**Requirement**
Show every line of the data that contains the string "controls".

**Stored items**
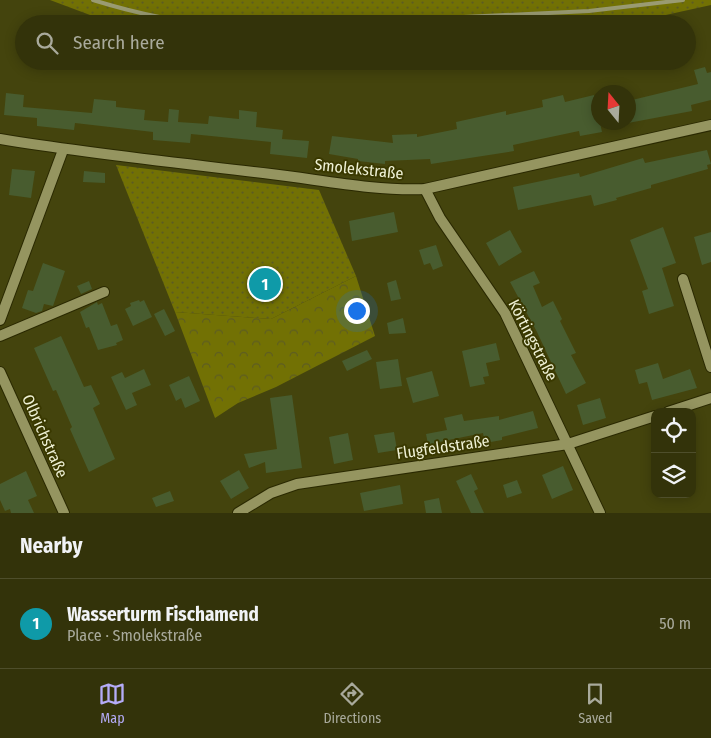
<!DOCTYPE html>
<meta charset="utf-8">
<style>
:root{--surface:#33330a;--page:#3e3f18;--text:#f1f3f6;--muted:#a9aa9c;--line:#4e4e2b;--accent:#b5acf8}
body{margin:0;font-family:"Fira Sans Condensed",sans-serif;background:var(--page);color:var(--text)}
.controls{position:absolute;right:15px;bottom:15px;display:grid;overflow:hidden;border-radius:10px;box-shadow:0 2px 12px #0003}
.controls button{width:45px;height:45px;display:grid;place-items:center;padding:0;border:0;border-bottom:1px solid var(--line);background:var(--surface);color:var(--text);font:25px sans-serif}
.compass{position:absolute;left:591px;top:85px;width:45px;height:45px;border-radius:50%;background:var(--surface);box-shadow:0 2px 12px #0003;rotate:342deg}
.you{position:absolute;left:356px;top:310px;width:18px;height:18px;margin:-12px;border:4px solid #fff;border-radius:50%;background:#1a73e8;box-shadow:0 0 0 8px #1a73e833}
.badge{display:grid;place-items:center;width:32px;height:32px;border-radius:50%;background:var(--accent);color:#fff;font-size:16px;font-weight:700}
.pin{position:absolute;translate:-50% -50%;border:2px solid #fff;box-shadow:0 1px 5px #0006}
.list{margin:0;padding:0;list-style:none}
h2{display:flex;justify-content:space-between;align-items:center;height:65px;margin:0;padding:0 20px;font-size:21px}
h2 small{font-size:16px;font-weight:400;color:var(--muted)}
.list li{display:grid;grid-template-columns:32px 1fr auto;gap:15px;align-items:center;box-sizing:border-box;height:90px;padding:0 20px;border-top:1px solid var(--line)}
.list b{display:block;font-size:19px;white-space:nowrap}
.list p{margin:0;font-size:16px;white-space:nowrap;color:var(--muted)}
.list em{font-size:16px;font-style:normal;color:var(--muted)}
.icon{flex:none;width:28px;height:28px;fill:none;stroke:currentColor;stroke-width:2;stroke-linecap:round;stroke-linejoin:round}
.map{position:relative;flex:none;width:711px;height:513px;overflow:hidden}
.search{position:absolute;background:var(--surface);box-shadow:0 2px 12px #0003;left:15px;right:15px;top:15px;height:55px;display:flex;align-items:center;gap:12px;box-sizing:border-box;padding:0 18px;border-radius:28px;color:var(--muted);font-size:19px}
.sheet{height:155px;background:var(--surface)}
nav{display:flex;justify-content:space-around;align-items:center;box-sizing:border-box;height:70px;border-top:1px solid var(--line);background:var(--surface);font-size:14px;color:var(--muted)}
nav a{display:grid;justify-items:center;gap:2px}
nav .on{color:var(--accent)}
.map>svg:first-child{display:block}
.grass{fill:url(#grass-dots)}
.forest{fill:url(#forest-crowns)}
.building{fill:#485c2f}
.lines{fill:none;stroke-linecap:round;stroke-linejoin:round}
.street-casing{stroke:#2a2901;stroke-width:12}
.street{stroke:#959560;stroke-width:10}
.rail{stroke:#9a9b72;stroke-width:4}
.labels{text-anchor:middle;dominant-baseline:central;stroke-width:4;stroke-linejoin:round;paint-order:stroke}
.street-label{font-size:16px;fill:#eff1d5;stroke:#3a3900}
</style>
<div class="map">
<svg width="711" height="513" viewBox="0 0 711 513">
<defs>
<pattern id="grass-dots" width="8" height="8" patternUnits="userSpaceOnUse" patternTransform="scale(1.25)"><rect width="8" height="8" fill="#727104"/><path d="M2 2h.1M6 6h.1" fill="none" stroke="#5d5c22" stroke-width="1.8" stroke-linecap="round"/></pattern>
<pattern id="forest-crowns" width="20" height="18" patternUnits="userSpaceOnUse" patternTransform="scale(1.25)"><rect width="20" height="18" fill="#727104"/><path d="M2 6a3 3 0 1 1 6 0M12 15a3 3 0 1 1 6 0" fill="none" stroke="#5d5c22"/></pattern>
</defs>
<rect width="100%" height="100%" fill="#44440d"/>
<!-- grass -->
<g class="grass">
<path d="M50,0H711V5L625,24H114Z"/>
<path d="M116,165L319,190L356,276L271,319L175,312Z"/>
</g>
<!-- forest -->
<path class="forest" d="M356,276L375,336L276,387L238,403L215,418L175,312L271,319Z"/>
<!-- building -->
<g class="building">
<path d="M705,67L707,73L711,72V100L691,105L692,111L628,123V101L698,84L694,70Z"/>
<path d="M6,93L24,95L23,107L92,113L94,99L116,101V107L145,110L144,120L168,122L169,109L179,110L178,122L208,124L209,116L239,119V110L257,112L256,127L283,130L282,139L309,141L307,158L270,154L271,142L191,134L190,143L153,140V132L75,123L74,130L37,126V118L4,115Z"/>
<path d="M563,95L565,102L594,95L602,132L580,136L579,131L513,145L514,151L431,164L430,159L385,161V164L358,161V159L329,154L332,136L393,143L392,135L417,134V137L457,129L456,122L506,111V115L543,107L542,100Z"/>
<path d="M707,150L711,164L707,165L708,169L651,185V188L616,198L617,200L594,206L591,195L518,210L513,187L579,173L580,177L643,158L645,163Z"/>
<path d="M12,169L35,171L31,198L9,195Z"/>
<path d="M84,171L105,173V183L83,182Z"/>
<path d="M394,212L398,232L352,241L349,221Z"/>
<path d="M663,227L676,263L662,268L674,306L649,314L642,291L648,289L630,240Z"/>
<path d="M510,230L522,252L499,266L486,243Z"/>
<path d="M711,232V262L702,265L694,237Z"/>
<path d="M436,245L443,266L433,270L430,263L424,265L419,250Z"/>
<path d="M43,263L65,271L53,306L44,304L42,311L36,313L22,308L28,290L33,291Z"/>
<path d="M534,271L540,283L533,286L542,307L553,301L562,319L560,321L576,353L571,355L586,383L566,394L537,332L510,282Z"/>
<circle cx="265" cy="284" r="12"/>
<path d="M396,280L401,299L391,301L387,283Z"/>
<path d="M89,281L92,289L81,294L77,286Z"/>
<path d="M139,300L140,302L144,300L152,317L133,326L125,309L131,306L130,303Z"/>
<path d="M97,302L98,305L102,303L111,326L117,324L123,340L116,343L117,345L98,350L89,327L86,328L80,312Z"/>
<path d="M164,309L175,331L165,336L154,314Z"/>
<path d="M403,318L406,333L389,334L387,323Z"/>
<path d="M61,336L84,387L91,385L100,404L93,408L115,459L89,472L70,429L72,427L56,390L53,391L34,348Z"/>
<path d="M496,343L500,360L486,363L489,376L483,377L485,384L470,387L462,351Z"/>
<path d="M367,350L372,359L347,371L342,361Z"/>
<path d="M398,359L402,386L380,389L376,362Z"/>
<path d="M658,363L663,379L690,369L697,388L652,400L647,382L639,384L635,370Z"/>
<path d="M144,369L151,385L132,393L137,405L126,410L111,377L122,372L125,378Z"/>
<path d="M432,371L439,396L413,403L406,378Z"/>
<path d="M189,376L200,401L185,408L181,398L176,401L169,385Z"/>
<path d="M292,395L302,468L266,473L265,462L249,468L244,454L277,449L270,398Z"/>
<path d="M600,398L606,418L583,425L577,405Z"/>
<path d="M533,411L538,428L502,437V440L485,443L483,433L439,442L440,446L429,449L426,434L447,430L444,418L462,414L464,421L499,416V420Z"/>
<path d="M394,432L397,450L378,453L374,435Z"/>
<path d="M348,433L353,460L334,464L329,437Z"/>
<path d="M563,466L573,490L552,499L542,475Z"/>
<path d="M239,470L249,488L231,499L220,481Z"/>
<path d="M26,471L37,496L28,500L34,513H11L10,509L5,511L0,500V484Z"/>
<path d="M471,474L478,489L474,491L484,513H471L456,481Z"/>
<path d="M517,480L522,493L507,498L503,485Z"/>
<path d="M400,485L403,504L364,511L360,493Z"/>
<path d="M170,491L174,501L156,507L152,498Z"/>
<path d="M439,498L442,513H426L424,501Z"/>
</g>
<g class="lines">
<defs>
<g id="street">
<path d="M0,139C90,154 180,163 271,174C322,180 373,191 425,189L711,125"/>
<path d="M425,189L440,218L505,313L600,513"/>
<path d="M683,279L711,367"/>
<path d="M0,320L63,150"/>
<path d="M0,336L104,292"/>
<path d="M0,372L64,513"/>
<path d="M668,412L711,398"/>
<path d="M238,513L271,493L297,484L568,444L655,416"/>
</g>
</defs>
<!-- street casing -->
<use href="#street" class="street-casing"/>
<!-- street -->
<use href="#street" class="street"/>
<!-- rail -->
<g class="rail">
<path d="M93,0C132,12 170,21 210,24"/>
<path d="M319,24L589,11L683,0"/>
</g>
</g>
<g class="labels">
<!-- street labels -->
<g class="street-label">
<text transform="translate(359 169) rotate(6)">Smolekstraße</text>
<text transform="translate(533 340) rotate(63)">Körtingstraße</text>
<text transform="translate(45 436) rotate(66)">Olbrichstraße</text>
<text transform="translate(443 447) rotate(-8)">Flugfeldstraße</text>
</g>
</g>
</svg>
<div class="controls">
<button><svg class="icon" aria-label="locate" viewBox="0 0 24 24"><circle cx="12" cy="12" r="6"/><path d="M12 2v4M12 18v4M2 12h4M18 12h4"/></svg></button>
<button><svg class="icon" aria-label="layers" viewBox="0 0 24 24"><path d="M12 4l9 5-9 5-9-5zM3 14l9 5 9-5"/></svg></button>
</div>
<svg class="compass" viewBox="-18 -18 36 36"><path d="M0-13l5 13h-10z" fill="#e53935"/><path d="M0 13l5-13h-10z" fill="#a9aa9c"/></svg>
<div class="you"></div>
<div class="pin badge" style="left:265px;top:284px;background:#0f9aa8">1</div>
<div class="search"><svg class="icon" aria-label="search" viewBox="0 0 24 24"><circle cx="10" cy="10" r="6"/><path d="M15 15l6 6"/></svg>Search here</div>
</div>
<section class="sheet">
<h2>Nearby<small></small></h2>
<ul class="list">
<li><span class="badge" style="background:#0f9aa8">1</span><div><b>Wasserturm Fischamend</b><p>Place · Smolekstraße</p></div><em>50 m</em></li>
</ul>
</section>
<nav>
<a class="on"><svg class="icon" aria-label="map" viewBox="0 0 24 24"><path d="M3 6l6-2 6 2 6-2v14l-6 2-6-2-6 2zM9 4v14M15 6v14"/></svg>Map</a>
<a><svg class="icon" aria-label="directions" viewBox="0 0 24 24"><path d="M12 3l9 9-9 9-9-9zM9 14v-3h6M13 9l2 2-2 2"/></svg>Directions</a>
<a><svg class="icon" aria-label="saved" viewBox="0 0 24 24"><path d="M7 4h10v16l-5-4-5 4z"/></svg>Saved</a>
</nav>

**Solution for this task**
.controls{position:absolute;right:15px;bottom:15px;display:grid;overflow:hidden;border-radius:10px;box-shadow:0 2px 12px #0003}
.controls button{width:45px;height:45px;display:grid;place-items:center;padding:0;border:0;border-bottom:1px solid var(--line);background:var(--surface);color:var(--text);font:25px sans-serif}
<div class="controls">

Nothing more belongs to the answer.